ACTIVITY:
What you return must be the lines of the data that hold the word "Minified".
== == ==
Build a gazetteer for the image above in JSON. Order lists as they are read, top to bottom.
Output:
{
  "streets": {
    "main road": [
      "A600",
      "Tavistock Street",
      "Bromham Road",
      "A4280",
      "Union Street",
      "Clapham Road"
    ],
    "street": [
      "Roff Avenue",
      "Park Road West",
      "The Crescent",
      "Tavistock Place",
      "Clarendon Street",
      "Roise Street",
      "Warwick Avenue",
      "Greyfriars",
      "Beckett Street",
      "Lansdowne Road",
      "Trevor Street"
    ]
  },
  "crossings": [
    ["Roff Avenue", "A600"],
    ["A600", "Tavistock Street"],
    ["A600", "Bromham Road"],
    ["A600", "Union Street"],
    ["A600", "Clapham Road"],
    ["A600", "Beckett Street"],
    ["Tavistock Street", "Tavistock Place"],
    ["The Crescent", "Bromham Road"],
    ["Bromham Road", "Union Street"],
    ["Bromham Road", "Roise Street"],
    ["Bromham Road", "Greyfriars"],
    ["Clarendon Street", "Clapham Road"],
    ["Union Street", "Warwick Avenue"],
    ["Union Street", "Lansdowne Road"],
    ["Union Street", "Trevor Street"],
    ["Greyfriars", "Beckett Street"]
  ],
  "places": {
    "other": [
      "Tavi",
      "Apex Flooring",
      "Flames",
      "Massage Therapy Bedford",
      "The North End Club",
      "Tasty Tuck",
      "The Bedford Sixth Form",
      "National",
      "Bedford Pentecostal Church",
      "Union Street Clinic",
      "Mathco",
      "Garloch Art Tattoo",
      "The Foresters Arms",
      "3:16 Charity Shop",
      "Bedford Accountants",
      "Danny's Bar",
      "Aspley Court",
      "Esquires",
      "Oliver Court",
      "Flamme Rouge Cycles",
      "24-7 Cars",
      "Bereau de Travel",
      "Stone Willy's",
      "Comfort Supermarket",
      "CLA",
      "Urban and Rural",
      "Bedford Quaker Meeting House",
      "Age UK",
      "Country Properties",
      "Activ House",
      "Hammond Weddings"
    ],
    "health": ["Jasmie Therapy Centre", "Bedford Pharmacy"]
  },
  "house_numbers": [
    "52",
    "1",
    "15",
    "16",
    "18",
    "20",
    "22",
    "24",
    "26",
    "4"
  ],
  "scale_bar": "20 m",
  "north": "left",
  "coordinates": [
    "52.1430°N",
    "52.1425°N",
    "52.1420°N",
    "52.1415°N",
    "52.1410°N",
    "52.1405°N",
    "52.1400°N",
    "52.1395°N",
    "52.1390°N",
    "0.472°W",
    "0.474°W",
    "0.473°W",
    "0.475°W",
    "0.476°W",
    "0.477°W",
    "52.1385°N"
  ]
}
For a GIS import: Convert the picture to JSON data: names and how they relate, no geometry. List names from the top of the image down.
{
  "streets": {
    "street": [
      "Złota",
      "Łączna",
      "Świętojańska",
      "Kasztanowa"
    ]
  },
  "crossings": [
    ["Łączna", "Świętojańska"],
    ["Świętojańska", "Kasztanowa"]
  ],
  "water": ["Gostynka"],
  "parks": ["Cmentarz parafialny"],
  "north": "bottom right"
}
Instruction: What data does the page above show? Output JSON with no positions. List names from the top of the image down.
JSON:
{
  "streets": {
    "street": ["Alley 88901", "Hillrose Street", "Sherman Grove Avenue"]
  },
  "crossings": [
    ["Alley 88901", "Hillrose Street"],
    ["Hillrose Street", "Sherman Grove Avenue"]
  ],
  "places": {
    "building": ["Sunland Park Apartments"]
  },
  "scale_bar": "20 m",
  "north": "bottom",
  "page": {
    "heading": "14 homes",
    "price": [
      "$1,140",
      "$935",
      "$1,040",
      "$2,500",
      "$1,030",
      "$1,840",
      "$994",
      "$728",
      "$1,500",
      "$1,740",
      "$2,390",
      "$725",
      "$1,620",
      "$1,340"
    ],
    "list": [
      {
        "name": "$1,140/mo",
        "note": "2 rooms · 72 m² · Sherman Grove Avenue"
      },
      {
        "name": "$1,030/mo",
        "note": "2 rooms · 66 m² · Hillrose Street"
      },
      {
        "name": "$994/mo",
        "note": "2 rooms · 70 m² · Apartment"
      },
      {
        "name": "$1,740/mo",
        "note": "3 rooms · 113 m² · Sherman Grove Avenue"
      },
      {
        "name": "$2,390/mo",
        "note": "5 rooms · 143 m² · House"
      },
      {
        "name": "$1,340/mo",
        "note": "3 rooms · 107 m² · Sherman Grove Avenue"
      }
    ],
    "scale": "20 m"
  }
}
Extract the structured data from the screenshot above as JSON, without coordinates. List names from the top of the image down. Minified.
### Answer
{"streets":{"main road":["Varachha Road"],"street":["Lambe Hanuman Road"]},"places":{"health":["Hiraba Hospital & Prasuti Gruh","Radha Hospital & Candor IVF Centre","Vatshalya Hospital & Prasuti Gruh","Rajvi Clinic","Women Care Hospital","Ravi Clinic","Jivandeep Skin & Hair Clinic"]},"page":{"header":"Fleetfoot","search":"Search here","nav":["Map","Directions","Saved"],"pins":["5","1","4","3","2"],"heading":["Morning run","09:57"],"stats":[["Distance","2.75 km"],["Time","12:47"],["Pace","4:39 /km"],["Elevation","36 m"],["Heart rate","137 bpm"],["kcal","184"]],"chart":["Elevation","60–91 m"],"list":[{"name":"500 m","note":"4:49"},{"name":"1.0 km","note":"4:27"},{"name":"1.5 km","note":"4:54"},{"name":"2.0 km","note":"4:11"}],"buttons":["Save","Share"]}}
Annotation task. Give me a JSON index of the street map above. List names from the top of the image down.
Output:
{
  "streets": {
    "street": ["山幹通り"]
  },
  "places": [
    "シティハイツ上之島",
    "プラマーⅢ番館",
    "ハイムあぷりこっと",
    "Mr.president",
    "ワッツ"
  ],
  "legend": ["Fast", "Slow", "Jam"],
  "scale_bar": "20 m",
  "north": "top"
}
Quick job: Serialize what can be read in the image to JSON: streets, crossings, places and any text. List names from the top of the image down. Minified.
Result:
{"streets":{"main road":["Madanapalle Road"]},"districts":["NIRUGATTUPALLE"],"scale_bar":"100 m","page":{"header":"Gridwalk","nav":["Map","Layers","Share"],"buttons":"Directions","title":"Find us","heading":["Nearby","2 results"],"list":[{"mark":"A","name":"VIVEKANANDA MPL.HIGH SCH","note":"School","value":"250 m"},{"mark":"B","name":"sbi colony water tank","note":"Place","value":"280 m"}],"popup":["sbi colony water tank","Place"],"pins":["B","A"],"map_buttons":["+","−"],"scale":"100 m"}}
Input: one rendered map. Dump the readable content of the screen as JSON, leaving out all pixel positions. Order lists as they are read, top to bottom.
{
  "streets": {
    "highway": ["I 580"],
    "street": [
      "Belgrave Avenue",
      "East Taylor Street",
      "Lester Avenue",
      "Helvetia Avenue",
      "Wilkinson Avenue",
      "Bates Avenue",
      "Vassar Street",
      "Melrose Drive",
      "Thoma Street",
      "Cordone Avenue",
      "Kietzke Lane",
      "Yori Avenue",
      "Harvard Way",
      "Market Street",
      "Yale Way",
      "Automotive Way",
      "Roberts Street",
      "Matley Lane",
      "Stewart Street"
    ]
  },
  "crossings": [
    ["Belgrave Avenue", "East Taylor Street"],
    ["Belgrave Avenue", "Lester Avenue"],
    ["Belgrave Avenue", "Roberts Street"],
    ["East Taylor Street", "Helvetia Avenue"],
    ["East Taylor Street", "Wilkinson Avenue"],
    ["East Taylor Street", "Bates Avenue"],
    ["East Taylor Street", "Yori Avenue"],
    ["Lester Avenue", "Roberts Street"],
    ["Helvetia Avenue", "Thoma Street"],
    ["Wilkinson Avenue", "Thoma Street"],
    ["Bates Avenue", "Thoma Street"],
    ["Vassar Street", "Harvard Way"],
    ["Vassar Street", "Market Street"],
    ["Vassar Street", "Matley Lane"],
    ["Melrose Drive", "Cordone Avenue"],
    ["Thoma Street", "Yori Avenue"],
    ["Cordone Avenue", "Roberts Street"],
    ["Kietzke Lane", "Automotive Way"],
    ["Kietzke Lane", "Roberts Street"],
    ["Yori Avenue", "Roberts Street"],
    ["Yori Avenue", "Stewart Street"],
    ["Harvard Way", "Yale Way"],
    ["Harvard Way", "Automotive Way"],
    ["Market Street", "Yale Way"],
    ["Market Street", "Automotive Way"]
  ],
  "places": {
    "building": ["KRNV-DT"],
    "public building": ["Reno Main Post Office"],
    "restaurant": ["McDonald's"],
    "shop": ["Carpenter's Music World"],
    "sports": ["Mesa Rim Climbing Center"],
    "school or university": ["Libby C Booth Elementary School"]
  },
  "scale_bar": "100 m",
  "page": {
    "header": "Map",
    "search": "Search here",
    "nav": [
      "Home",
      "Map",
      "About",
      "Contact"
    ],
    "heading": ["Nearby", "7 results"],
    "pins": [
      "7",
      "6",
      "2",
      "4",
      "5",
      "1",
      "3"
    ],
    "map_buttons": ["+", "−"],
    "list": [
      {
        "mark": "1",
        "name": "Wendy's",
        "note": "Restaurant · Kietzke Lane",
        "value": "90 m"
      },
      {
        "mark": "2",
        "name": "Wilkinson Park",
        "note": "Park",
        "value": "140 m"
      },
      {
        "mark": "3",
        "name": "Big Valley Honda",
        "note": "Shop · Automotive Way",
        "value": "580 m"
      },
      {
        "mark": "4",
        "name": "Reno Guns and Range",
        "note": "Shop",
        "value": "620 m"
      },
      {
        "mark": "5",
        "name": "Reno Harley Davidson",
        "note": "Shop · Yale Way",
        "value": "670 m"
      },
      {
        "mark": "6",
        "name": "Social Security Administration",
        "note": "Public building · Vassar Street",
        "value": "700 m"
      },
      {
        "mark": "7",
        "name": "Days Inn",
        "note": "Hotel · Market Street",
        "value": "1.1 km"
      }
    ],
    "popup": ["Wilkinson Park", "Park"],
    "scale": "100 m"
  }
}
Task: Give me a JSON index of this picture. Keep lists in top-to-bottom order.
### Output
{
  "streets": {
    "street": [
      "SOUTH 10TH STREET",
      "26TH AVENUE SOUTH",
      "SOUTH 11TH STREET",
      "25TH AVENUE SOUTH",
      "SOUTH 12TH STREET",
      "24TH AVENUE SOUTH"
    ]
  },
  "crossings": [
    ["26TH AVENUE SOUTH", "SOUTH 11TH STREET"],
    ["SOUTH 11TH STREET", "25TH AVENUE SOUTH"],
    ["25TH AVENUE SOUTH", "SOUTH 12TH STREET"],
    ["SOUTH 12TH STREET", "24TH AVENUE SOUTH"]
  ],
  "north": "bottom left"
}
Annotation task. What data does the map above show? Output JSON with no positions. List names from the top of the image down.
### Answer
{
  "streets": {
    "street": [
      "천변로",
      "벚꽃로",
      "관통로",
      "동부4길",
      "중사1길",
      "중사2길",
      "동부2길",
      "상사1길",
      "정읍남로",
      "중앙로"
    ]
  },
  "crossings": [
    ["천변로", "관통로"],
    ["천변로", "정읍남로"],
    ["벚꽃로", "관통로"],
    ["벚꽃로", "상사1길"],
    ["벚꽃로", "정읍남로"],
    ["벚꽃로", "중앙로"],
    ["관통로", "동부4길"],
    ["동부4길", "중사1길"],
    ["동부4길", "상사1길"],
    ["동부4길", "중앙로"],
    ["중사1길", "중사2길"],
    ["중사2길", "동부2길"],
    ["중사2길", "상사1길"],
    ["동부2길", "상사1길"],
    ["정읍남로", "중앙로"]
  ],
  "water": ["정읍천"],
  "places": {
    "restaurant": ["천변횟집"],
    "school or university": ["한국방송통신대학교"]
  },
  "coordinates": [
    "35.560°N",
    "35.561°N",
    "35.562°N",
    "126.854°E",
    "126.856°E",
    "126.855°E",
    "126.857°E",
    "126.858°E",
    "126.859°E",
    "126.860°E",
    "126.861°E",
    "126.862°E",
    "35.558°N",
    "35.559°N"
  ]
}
== == ==
OUTPUT OF THE EXERCISE:
Extract the structured data from the screenshot above as JSON, without coordinates. List names from the top of the image down. Minified.
Quick job: Serialize what can be read in the image to JSON: streets, crossings, places and any text. List names from the top of the image down. Minified.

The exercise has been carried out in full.